"""

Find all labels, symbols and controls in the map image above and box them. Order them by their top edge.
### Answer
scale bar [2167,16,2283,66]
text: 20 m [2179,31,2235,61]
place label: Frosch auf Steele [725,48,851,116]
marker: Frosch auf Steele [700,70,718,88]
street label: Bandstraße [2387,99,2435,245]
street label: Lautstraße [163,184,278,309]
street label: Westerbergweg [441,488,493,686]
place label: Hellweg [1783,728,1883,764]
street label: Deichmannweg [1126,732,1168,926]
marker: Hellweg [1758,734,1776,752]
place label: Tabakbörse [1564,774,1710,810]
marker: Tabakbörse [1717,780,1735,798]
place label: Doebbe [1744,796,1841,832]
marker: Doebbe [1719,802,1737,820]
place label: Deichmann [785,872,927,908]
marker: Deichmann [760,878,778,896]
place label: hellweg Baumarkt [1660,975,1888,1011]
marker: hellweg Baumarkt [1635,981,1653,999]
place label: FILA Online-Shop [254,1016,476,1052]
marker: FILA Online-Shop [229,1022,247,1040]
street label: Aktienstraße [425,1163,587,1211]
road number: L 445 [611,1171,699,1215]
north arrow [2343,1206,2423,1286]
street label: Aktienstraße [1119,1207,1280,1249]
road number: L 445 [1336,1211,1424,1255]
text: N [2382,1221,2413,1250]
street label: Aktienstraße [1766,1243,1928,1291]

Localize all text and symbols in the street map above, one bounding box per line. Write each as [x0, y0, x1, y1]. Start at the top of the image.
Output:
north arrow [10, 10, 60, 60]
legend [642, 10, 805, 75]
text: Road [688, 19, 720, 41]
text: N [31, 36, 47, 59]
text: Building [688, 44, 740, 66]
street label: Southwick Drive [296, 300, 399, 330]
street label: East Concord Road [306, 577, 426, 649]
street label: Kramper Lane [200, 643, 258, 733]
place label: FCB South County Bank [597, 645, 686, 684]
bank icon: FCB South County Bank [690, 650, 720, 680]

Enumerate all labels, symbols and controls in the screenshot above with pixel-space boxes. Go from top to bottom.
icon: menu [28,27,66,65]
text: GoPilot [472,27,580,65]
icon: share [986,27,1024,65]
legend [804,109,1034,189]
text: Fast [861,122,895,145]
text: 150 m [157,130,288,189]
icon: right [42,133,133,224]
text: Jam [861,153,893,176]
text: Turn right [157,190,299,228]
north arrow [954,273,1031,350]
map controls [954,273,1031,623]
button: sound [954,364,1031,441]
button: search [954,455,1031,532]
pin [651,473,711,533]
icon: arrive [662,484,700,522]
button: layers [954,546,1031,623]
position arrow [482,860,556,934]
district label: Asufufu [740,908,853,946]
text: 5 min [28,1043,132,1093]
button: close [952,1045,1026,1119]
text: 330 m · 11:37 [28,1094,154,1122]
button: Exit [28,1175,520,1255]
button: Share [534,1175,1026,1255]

"""

## [Task description]
In your answer, print every entry exactly as it appears.

## [Exercise result]
Find all labels, symbols and controls in the map image above and box them. Order them by their top edge.
### Answer
scale bar [2167,16,2283,66]
text: 20 m [2179,31,2235,61]
place label: Frosch auf Steele [725,48,851,116]
marker: Frosch auf Steele [700,70,718,88]
street label: Bandstraße [2387,99,2435,245]
street label: Lautstraße [163,184,278,309]
street label: Westerbergweg [441,488,493,686]
place label: Hellweg [1783,728,1883,764]
street label: Deichmannweg [1126,732,1168,926]
marker: Hellweg [1758,734,1776,752]
place label: Tabakbörse [1564,774,1710,810]
marker: Tabakbörse [1717,780,1735,798]
place label: Doebbe [1744,796,1841,832]
marker: Doebbe [1719,802,1737,820]
place label: Deichmann [785,872,927,908]
marker: Deichmann [760,878,778,896]
place label: hellweg Baumarkt [1660,975,1888,1011]
marker: hellweg Baumarkt [1635,981,1653,999]
place label: FILA Online-Shop [254,1016,476,1052]
marker: FILA Online-Shop [229,1022,247,1040]
street label: Aktienstraße [425,1163,587,1211]
road number: L 445 [611,1171,699,1215]
north arrow [2343,1206,2423,1286]
street label: Aktienstraße [1119,1207,1280,1249]
road number: L 445 [1336,1211,1424,1255]
text: N [2382,1221,2413,1250]
street label: Aktienstraße [1766,1243,1928,1291]

Localize all text and symbols in the street map above, one bounding box per line. Write each as [x0, y0, x1, y1]. Start at the top of the image.
Output:
north arrow [10, 10, 60, 60]
legend [642, 10, 805, 75]
text: Road [688, 19, 720, 41]
text: N [31, 36, 47, 59]
text: Building [688, 44, 740, 66]
street label: Southwick Drive [296, 300, 399, 330]
street label: East Concord Road [306, 577, 426, 649]
street label: Kramper Lane [200, 643, 258, 733]
place label: FCB South County Bank [597, 645, 686, 684]
bank icon: FCB South County Bank [690, 650, 720, 680]

Enumerate all labels, symbols and controls in the screenshot above with pixel-space boxes. Go from top to bottom.
icon: menu [28,27,66,65]
text: GoPilot [472,27,580,65]
icon: share [986,27,1024,65]
legend [804,109,1034,189]
text: Fast [861,122,895,145]
text: 150 m [157,130,288,189]
icon: right [42,133,133,224]
text: Jam [861,153,893,176]
text: Turn right [157,190,299,228]
north arrow [954,273,1031,350]
map controls [954,273,1031,623]
button: sound [954,364,1031,441]
button: search [954,455,1031,532]
pin [651,473,711,533]
icon: arrive [662,484,700,522]
button: layers [954,546,1031,623]
position arrow [482,860,556,934]
district label: Asufufu [740,908,853,946]
text: 5 min [28,1043,132,1093]
button: close [952,1045,1026,1119]
text: 330 m · 11:37 [28,1094,154,1122]
button: Exit [28,1175,520,1255]
button: Share [534,1175,1026,1255]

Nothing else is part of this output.